--- START ---

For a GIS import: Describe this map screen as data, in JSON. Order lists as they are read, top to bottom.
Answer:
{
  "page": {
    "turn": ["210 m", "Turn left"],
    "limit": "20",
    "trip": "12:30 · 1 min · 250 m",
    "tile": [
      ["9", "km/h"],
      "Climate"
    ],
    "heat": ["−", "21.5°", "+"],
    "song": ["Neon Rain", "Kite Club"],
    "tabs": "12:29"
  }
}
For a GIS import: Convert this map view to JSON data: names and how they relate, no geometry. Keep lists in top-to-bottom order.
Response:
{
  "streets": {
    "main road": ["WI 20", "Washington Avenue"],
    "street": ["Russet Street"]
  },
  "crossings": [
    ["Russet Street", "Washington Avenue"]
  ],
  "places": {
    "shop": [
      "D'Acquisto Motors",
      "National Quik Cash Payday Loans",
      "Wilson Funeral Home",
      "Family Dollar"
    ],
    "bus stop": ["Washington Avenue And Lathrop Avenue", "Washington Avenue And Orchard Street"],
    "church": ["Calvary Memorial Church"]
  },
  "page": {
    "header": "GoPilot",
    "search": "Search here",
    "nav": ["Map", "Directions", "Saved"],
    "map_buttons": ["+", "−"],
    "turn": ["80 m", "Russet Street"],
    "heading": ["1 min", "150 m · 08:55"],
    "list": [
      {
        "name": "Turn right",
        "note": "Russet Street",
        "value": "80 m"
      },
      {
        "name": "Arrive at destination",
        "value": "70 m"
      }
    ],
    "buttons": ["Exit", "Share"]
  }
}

--- END ---

What you should produce is an exact retyping of every line above.

For a GIS import: Describe this map screen as data, in JSON. Order lists as they are read, top to bottom.
Answer:
{
  "page": {
    "turn": ["210 m", "Turn left"],
    "limit": "20",
    "trip": "12:30 · 1 min · 250 m",
    "tile": [
      ["9", "km/h"],
      "Climate"
    ],
    "heat": ["−", "21.5°", "+"],
    "song": ["Neon Rain", "Kite Club"],
    "tabs": "12:29"
  }
}
For a GIS import: Convert this map view to JSON data: names and how they relate, no geometry. Keep lists in top-to-bottom order.
Response:
{
  "streets": {
    "main road": ["WI 20", "Washington Avenue"],
    "street": ["Russet Street"]
  },
  "crossings": [
    ["Russet Street", "Washington Avenue"]
  ],
  "places": {
    "shop": [
      "D'Acquisto Motors",
      "National Quik Cash Payday Loans",
      "Wilson Funeral Home",
      "Family Dollar"
    ],
    "bus stop": ["Washington Avenue And Lathrop Avenue", "Washington Avenue And Orchard Street"],
    "church": ["Calvary Memorial Church"]
  },
  "page": {
    "header": "GoPilot",
    "search": "Search here",
    "nav": ["Map", "Directions", "Saved"],
    "map_buttons": ["+", "−"],
    "turn": ["80 m", "Russet Street"],
    "heading": ["1 min", "150 m · 08:55"],
    "list": [
      {
        "name": "Turn right",
        "note": "Russet Street",
        "value": "80 m"
      },
      {
        "name": "Arrive at destination",
        "value": "70 m"
      }
    ],
    "buttons": ["Exit", "Share"]
  }
}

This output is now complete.